» **TASK OBJECTIVE**
Starting at the first line of the listing below, repeat each line exactly until you have repeated the one containing "M1154,61L1158,79L1141,84L1136,65Z"; skip the pictures.

» **DATA FOR THIS EXERCISE**

#####

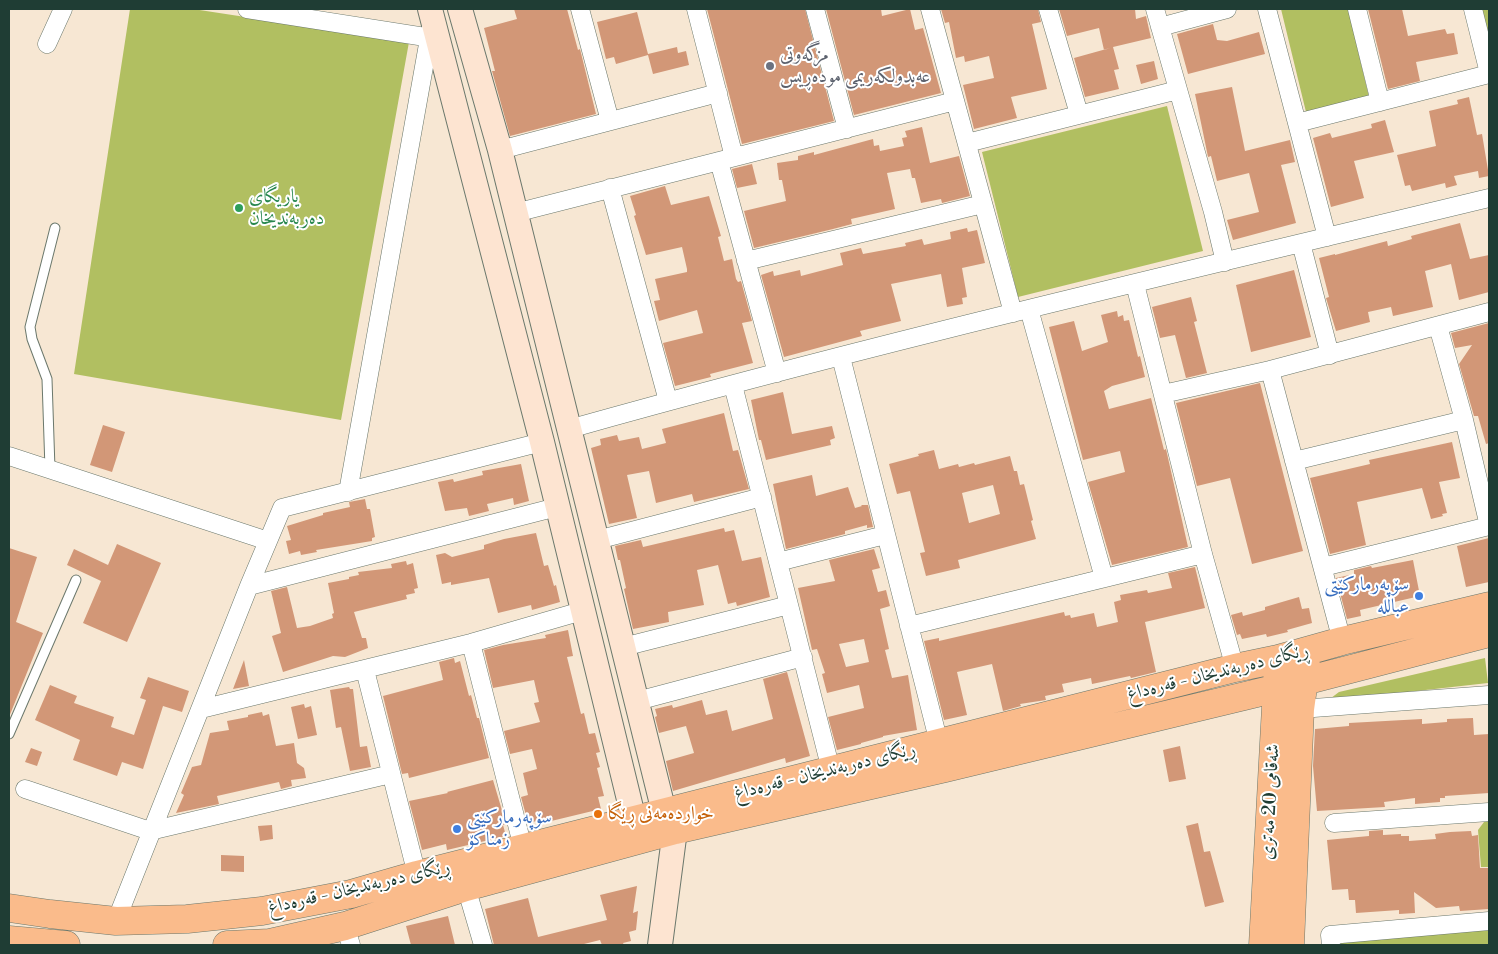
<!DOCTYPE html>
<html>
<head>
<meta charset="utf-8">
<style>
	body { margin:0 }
	#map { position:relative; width:1498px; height:954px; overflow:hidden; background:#f7e7d3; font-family:"Libre Bodoni",serif }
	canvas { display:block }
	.frame { position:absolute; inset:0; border:10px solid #1f3d34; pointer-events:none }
</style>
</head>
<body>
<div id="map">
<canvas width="1498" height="954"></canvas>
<div class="frame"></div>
</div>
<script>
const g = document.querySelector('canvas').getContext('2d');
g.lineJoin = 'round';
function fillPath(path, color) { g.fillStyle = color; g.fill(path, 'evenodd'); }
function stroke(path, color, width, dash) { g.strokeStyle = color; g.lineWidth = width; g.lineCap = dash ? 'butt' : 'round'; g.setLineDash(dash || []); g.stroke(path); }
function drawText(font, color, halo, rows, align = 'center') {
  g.font = font + ' "Libre Bodoni",Amiri,serif'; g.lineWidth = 4; g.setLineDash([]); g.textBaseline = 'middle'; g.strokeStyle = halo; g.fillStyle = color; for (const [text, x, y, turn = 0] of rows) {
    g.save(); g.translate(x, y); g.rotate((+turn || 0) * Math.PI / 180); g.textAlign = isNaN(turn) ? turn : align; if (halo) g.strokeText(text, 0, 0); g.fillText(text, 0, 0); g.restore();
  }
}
const green = new Path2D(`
	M130,9H193L409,42L341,420L74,374Z
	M1281,9H1348L1369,97L1306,112Z
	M1481,9H1489V40Z
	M1167,106L1203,251L1018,297L982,152Z
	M1485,658L1488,683L1327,701L1339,692Z
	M1489,821V867H1481L1478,830L1484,822Z
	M1489,929V945H1341V941Z`);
const building = new Path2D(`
	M514,9H567L578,50L580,49L596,114L510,136L492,71H495L484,28L517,19Z
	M707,9H805L834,121L742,144Z
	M826,9H881L882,16L910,9L915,30L923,28L941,93L854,115Z
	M941,9H1038L1041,22L1032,24L1047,89L1011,97L1017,118L974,129L963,85L994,78L989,56L965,62L964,56L956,58L949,22L945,23Z
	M1059,9H1135L1136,19L1146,16L1151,38L1113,47L1119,69L1114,70L1119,89L1085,97L1074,58L1110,48L1104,50L1099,28L1067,36Z
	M1368,9H1402L1408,36L1445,29L1447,34L1454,33L1458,54L1416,62L1420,81L1388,89Z
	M637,12L648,54L677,47L678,53L686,51L689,65L653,74L648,55L616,64L614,57L606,59L597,22Z
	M1213,24L1217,40L1227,41L1259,32L1265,54L1188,74L1177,34Z
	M1154,61L1158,79L1141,84L1136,65Z
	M1232,87L1245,151L1290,140L1295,162L1281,165L1296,223L1233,240L1227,220L1259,212L1249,173L1217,181L1211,156L1208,157L1206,147L1195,94Z
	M1469,97L1477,135L1482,134L1489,176L1479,178L1478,171L1454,176L1457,185L1446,188L1445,183L1412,191L1410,185L1405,186L1397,155L1436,146L1429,111L1458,104L1457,100Z
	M1385,120L1394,152L1354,161L1364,198L1331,207L1313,138L1330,133L1332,138L1372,128L1371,124Z
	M922,127L930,163L959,156L970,196L942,203L941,199L921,203L915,178H912L910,169L887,173L895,209L851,219L852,224L833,229L754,248L744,211L786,201L782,180H779L777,163L798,160V156L814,152V155L873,139L874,146L879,145L880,151L904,146L902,138L907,137L905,131Z
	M752,164L757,184L737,188L732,169Z
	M665,186L671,205L709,196L721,236L718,237L724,261L732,259L736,279L738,282L741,281L752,321L742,323L753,363L710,374L711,377L675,386L663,343L703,333L697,310L659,321L654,301L660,300L655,279L687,272V269L682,247L646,255L634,216L636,215L630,196Z
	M1460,223L1470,259L1489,255V292L1459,300L1451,264L1425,271L1433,307L1393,316L1391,307L1368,312L1370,322L1336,331L1326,298L1329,297L1319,258L1335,254V255L1387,241L1388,246L1412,239L1411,236Z
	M967,228L968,232L977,230L985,263L962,268L967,297L962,298L963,304L947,307L941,274L891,284L901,321L860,331L862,336L784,357L761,275L773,271L774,276L800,270L801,276L843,265L840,253L861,248L863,254L906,246L905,243L922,239L924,245L951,239L950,232Z
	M1294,270L1311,337L1251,352L1236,285Z
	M1191,297L1197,321L1194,322L1207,373L1186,378L1175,335L1160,338L1152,307Z
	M1117,311L1118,317L1123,315L1124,321L1129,320L1138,357L1140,356L1145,377L1112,386L1104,391L1109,409L1151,398L1164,450L1166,449L1188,547L1112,565L1088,482L1125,472L1120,451L1083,460L1049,327L1074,321L1082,351L1108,342L1101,315Z
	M1489,323V443L1486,444L1478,416H1474L1459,364L1472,345L1455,348L1451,333Z
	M1260,383L1303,551L1252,564L1230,478L1197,486L1176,403Z
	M783,392L792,434L832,426L835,438L830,440L831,445L766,460L761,440H759L751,400Z
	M724,413L733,451L738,450L749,489L694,502L692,494L656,503L649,471L627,475L637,518L609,524L591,448L601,445L600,439L617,435L619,441L639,437L642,449L666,443L662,429Z
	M103,425L125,432L112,472L90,465Z
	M1452,442L1460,478L1439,482L1447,513L1442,514L1443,516L1431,519L1422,488L1357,502L1366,545L1330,554L1310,478L1370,464L1369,460Z
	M934,450L939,469L958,464L959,467L974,463L975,465L1010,456L1014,471H1017L1020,485L1024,484L1033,520L1031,521L1036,539L958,560L960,568L926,576L920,553L925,552L910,491L897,494L889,464L919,456L918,454ZM993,485L1000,514L969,523L962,493Z
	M521,464L529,501L514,505L513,498L487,504L489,511L469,516L467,508L445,511L438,482L453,479L454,482L483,475L482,471Z
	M812,475L816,496L848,487L855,508L862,506L861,505H868L873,527L867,528V525L845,531V534L786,549L773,484Z
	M365,499L367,509H370L375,537L372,538V541L316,550L317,552L301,555L300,551L289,554L286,541L291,540L287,526L323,515V513L350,507L349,502Z
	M724,528L725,532L734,530L742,561L761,557L770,597L737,606L736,602L728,604L718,565L697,570L704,605L668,612L669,622L633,629L624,589L626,588L620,560H618L615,546L641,540L643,547Z
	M536,533L544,566L548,565L554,586L556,585L560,602L532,610L531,605L498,613L489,578L451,585V582L442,584L436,555L445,553L452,557L484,549V545L504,539Z
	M1489,538V582L1466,587L1457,546Z
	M117,544L161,563L127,642L83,623L101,581L67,565L74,549L108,565Z
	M9,548L37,557L16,622L43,633L9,717Z
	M874,549L880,568L872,570L878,592L886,590L890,606L880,609L889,649L885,650L892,678L908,675L917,730L883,736V737L861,743V744L837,750L828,717L864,708L859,685L827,693L822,674L825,673L817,649L812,650L798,588L835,581L829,560ZM864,639L869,662L846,667L839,644Z
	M1413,560L1420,596L1360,610L1361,616L1347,619L1336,578L1354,574V570L1371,566L1372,568Z
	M406,561L407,565L413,563L418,588L414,589L415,593L406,595L407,599L354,612L362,638H366L368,648L345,657L333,656L283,672L272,636L281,633L271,591L287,587L297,628L310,626L333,618L332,614L334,613L328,583L349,579V577L359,575L358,572L392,568L391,564Z
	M1195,567L1205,608L1145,622L1156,672L1131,678L1130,676L1092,684L1091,678L1062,684L1064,692L1045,696L1046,700L1020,704L1021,706L1003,711L992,664L957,672L967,715L944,720L924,641L939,638V641L1064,612L1065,616L1070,615L1071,618L1094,613L1097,627L1118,622L1114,602L1121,600L1120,595L1147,590L1148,593L1172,588L1168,573Z
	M1299,597L1302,609L1309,608L1312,623L1287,630L1288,632L1267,637L1266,634L1242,639L1240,634L1237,635L1231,615L1242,612L1243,616L1265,610V607Z
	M568,630L573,656L567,657L581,714L584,713L589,734L595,733L600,752L596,753L600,767L597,768L604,796L598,797L601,809L543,823L542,820L532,822L531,818L527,819L521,797L528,795L523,773L537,769L532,749L510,754L504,731L540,722L534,703L539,702L534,680L493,688L484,650L503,645L546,638L545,635Z
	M454,658L455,663L460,661L469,696L471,695L477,718H479L489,758L409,778L408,773L402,774L383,696L443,680L439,662Z
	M244,660L249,686L233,689Z
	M787,672L810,756L786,763L785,758L673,791L666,761L694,753L686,726L659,733L655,717L657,716L655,709L672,705L673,708L702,700L706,715L727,710L732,731L773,719L763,679Z
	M148,677L189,691L182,712L163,706L143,769L122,762L117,776L73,760L80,740L35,720L50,685L77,696L74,703L114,717L111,727L134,735L146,700L140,698Z
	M349,687L350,689H353L360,747L367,746L371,767L350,771L341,727L336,728L330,690Z
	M304,704L305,708L311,706L317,735L298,739L291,707Z
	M262,712L263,716L269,714L276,746L294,743L297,763L304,768L306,778L291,780L292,786L281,789L279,782L217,796L219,804L176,813L184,795L181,793L192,767L201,765L210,733L229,730L227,721L248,717V715Z
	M1473,718L1474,735L1489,734V793L1445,796V798H1440V802L1415,804V798L1384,802L1385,807L1317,811L1313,766L1315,729L1349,726V723L1422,719V724L1447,722V719Z
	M1180,746L1186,779L1169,782L1163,750Z
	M31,748L42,752L37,766L25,762Z
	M493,780L506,824L503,825L506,836L447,850L446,844L422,850L409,801L448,793L447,792Z
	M1198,823L1204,852L1210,851L1224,902L1205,907L1186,826Z
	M272,825L273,839L260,841L258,826Z
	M1383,830V835L1401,834V836H1409V841L1436,839L1435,834L1450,832L1471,831L1472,836L1478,835L1480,868H1489V909L1460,911L1459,906L1436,908L1414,892L1415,913L1399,914V910L1356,913L1355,900H1349L1348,889L1332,890L1327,840L1369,836V831Z
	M221,855L244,856V872L221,871Z
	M637,886L633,913L638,911L636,930L629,932L631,941L623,943L624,945H602L600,940L580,945H494L485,909L528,898L538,937L607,920L600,895Z
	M448,916L455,945H411L406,926Z`);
const lane = new Path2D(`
	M50,469L47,379L32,339L30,327L55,228
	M9,734L76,580`);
const street = new Path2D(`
	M247,9L438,39
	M580,9L610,121
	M696,9L734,157
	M815,9L847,129
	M930,9L1013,313
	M1048,9L1079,114
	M1155,9L1213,212L1225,262
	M1267,9L1327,237
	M1357,9L1380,102
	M1473,9L1489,73
	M1160,27L1227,9
	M47,44L63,9
	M1297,123L1489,74
	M967,143L1178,90
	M500,150L718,93
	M719,161L777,373
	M610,188L668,401
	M515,213L955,101
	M1301,243L1330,355
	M746,261L983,204
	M1135,284L1203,554L1235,668
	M1029,309L1104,578
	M1438,326L1464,420L1489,526
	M841,357L939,743
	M1270,370L1342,641
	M733,385L831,770
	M1163,394L1270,370L1489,312
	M569,429C874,343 1182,272 1489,198
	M9,456L268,541
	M1294,461L1464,420
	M348,492L432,22
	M597,540L762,497
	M778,562L885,535
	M1323,567L1489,526
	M249,586L557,507
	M909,626L1203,554
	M471,643L523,848
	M623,647L789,605
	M365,670L417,875
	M637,701L803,657
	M201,709L471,643L582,611
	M1300,709L1489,695
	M25,789L150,831L391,774
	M1334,823L1489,812
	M466,887L483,945
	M116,921L249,586L282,508L542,442
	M345,926L351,945
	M1331,945L1330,935L1489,921`);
const secondary = new Path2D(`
	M430,9L542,442L634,820
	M460,9L500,150L664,812
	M660,945L675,830`);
const primary = new Path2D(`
	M9,908L50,914L116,921L187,919L262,911L351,894L417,875L1235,668L1278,659L1342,641L1489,606
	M9,940L66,945
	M227,945L270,943L345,926L466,887L675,830L945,768L1278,688L1489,633
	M1263,945L1278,670
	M1290,945L1300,709L1306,665`);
const markers = [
	[770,66,5,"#6b7280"],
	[239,208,5,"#2e9e5b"],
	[1419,596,5,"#3f7fe0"],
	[598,814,5,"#e8710a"],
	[457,829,5,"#3f7fe0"]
];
const worshipNames = [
	["مزگەوتی",780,55],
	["عەبدولکەریمی مودەڕیس",780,77]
];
const leisureNames = [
	["یاریگاى",249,197],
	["ده‌ربه‌ندیخان",249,219]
];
const shopNames = [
	["سۆپه‌رماركێتى",1409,585],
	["عبالله",1409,607],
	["سۆپەرمارکێتی",467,818,"left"],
	["زمناکۆ",467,840,"left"]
];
const streetNames = [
	["ڕێگای دەربەندیخان - قەرەداغ",1218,673,-14],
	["ڕێگای دەربەندیخان - قەرەداغ",825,772,-14],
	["شەقامی 20 مەتری",1271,802,-87],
	["ڕێگای دەربەندیخان - قەرەداغ",359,888,-13]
];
const foodNames = [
	["خواردەمەنی ڕێگا",608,814]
];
fillPath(green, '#b1bf61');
fillPath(building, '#d29777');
stroke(lane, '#6b786c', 11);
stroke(street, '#6b786c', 19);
stroke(secondary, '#6b786c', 26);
stroke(primary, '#6b786c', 29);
stroke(lane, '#fff', 9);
stroke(street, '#fff', 18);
stroke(secondary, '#fde4d1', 24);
stroke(primary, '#fabb8b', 28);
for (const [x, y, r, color] of markers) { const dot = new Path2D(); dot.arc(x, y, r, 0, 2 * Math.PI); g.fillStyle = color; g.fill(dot); stroke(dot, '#fff', 2); }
drawText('19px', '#5b616d', '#fff', worshipNames, 'left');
drawText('19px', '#27864d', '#fff', leisureNames, 'left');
drawText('19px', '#366cbe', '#fff', shopNames, 'right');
drawText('19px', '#1f3d34', '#fff', streetNames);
drawText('19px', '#c56008', '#fff', foodNames, 'left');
</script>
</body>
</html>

#####

» **FINAL ANSWER**
<!DOCTYPE html>
<html>
<head>
<meta charset="utf-8">
<style>
	body { margin:0 }
	#map { position:relative; width:1498px; height:954px; overflow:hidden; background:#f7e7d3; font-family:"Libre Bodoni",serif }
	canvas { display:block }
	.frame { position:absolute; inset:0; border:10px solid #1f3d34; pointer-events:none }
</style>
</head>
<body>
<div id="map">
<canvas width="1498" height="954"></canvas>
<div class="frame"></div>
</div>
<script>
const g = document.querySelector('canvas').getContext('2d');
g.lineJoin = 'round';
function fillPath(path, color) { g.fillStyle = color; g.fill(path, 'evenodd'); }
function stroke(path, color, width, dash) { g.strokeStyle = color; g.lineWidth = width; g.lineCap = dash ? 'butt' : 'round'; g.setLineDash(dash || []); g.stroke(path); }
function drawText(font, color, halo, rows, align = 'center') {
  g.font = font + ' "Libre Bodoni",Amiri,serif'; g.lineWidth = 4; g.setLineDash([]); g.textBaseline = 'middle'; g.strokeStyle = halo; g.fillStyle = color; for (const [text, x, y, turn = 0] of rows) {
    g.save(); g.translate(x, y); g.rotate((+turn || 0) * Math.PI / 180); g.textAlign = isNaN(turn) ? turn : align; if (halo) g.strokeText(text, 0, 0); g.fillText(text, 0, 0); g.restore();
  }
}
const green = new Path2D(`
	M130,9H193L409,42L341,420L74,374Z
	M1281,9H1348L1369,97L1306,112Z
	M1481,9H1489V40Z
	M1167,106L1203,251L1018,297L982,152Z
	M1485,658L1488,683L1327,701L1339,692Z
	M1489,821V867H1481L1478,830L1484,822Z
	M1489,929V945H1341V941Z`);
const building = new Path2D(`
	M514,9H567L578,50L580,49L596,114L510,136L492,71H495L484,28L517,19Z
	M707,9H805L834,121L742,144Z
	M826,9H881L882,16L910,9L915,30L923,28L941,93L854,115Z
	M941,9H1038L1041,22L1032,24L1047,89L1011,97L1017,118L974,129L963,85L994,78L989,56L965,62L964,56L956,58L949,22L945,23Z
	M1059,9H1135L1136,19L1146,16L1151,38L1113,47L1119,69L1114,70L1119,89L1085,97L1074,58L1110,48L1104,50L1099,28L1067,36Z
	M1368,9H1402L1408,36L1445,29L1447,34L1454,33L1458,54L1416,62L1420,81L1388,89Z
	M637,12L648,54L677,47L678,53L686,51L689,65L653,74L648,55L616,64L614,57L606,59L597,22Z
	M1213,24L1217,40L1227,41L1259,32L1265,54L1188,74L1177,34Z
	M1154,61L1158,79L1141,84L1136,65Z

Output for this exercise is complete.